I don’t remember buying any of them, so it’s possible I should donate their bodies to science or something, but the Teflon one adds bits of Teflon to everything I bake.

The silicone one is constantly sticky and refuses to behave.

But look at that grandmother of them all! I typically like my muffins to be golden when they’re done, not rusty.

After a little late-night peeking at the internet, I decided to try ceramic muffin tins.

On Wednesday, I trekked to the mall. Oops. I mean the retail resort. (I swear to God, that’s what they call it. *insert huge eye roll here*)

I hadn’t been there in longer than I could remember, but it was all coming back to me … the smell of cinnamon buns … mothers bending over strollers consoling babies or chasing toddlers … lonely entrepreneurs at kiosks hawking their wares to wary grandmothers.

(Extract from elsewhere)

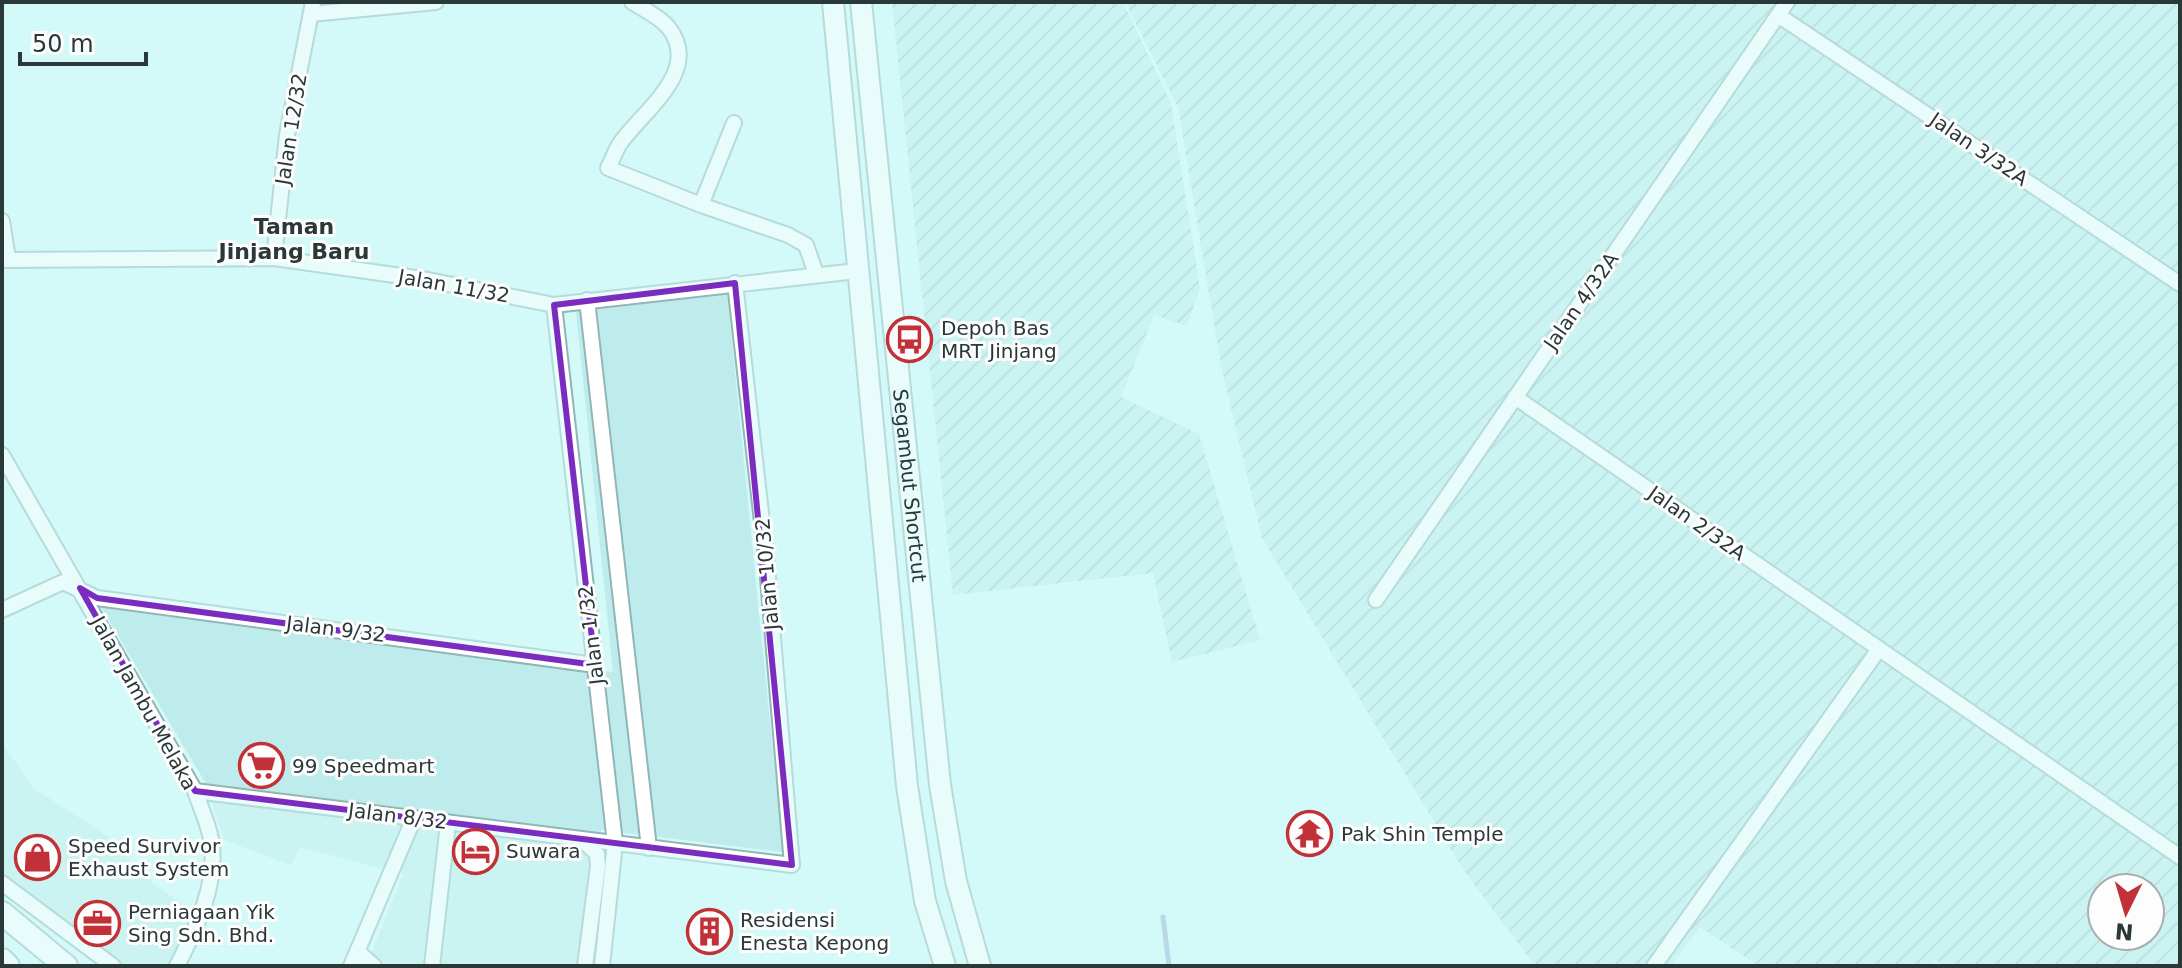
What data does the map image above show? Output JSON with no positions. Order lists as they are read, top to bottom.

(One chatty guy wanted to dab some sort of super-polymer around my eyes, “for the puffies.” When I balked, saying, “What if I have some sort of reaction while I’m walking around?” He shook his head in vehement protest. “I do this seven years. Only happen once.” Needless to say, I’m still a victim of the puffies.)

One thing I hadn’t remembered was this sign. Perhaps if I had been in front of the cosmetics store I would have gotten it right away. But I wasn’t and I didn’t.

This retail resort is a lovely place, don’t get me wrong, and it’s where I can relive my childhood by getting an Orange Julius. That’s one of those scent memories that sends me right back to 1968 when I took my first trip to the Cinderella City Mall in Denver. It must have been a big deal to my parents as well because we took a day-long excursion there from Colorado Springs, which back then—when gas was a whopping 34c per gallon—was a pretty big deal. AND my dad stuck a crowbar in his wallet and bought us those delicious orange sugar bombs. It was love at first sight for seven-year-old Becky.

Cinderella City was the largest shopping center under one roof in the world. In the world, people! In Denver! Three levels, 250 stores, a 600-seat theater, a fountain with a 35-foot-high spray. It also boasted a handcrafted double-decker Italian carousel that stood 28 feet tall that was lit by 2,000 bulbs and had 28 hand painted panels. It held 70 people and cost $1 to ride.

But by 1990 or so, it was set to be demolished.

Indoor malls made way for “retail resorts” and “outdoor shopping experiences.”

So a few days ago, again I found myself at the largest mall, er, retail resort in Colorado.

I walked past every single one of their 185 stores, dipping into each one that held the promise of kitchen items. Did I find muffin tins? No, I did not. Despite the fact there were many overpriced home stores, none held what I was seeking. I asked a guy at one of the stores if ceramic muffin tins were even a thing. Was I to forge my own kiln? Dig my own earthen minerals? He assured me my earthen minerals could remain safely underground. He simply had sold out. But had no idea when more would arrive.

Defeated and demoralized, I slogged my way back through the retail resort dream-killer, heading back to the Julius stand for another sixteen ounces of solace.

Suddenly, the sun came out. The world seemed brighter. Unseen voices lifted on high.  

I turned a corner and beheld these drink holders. The hoodie made me laugh out loud and scare a lady. I would never in a million years use them, but the fact that they exist in the world makes me ridiculously happy and well worth the trip.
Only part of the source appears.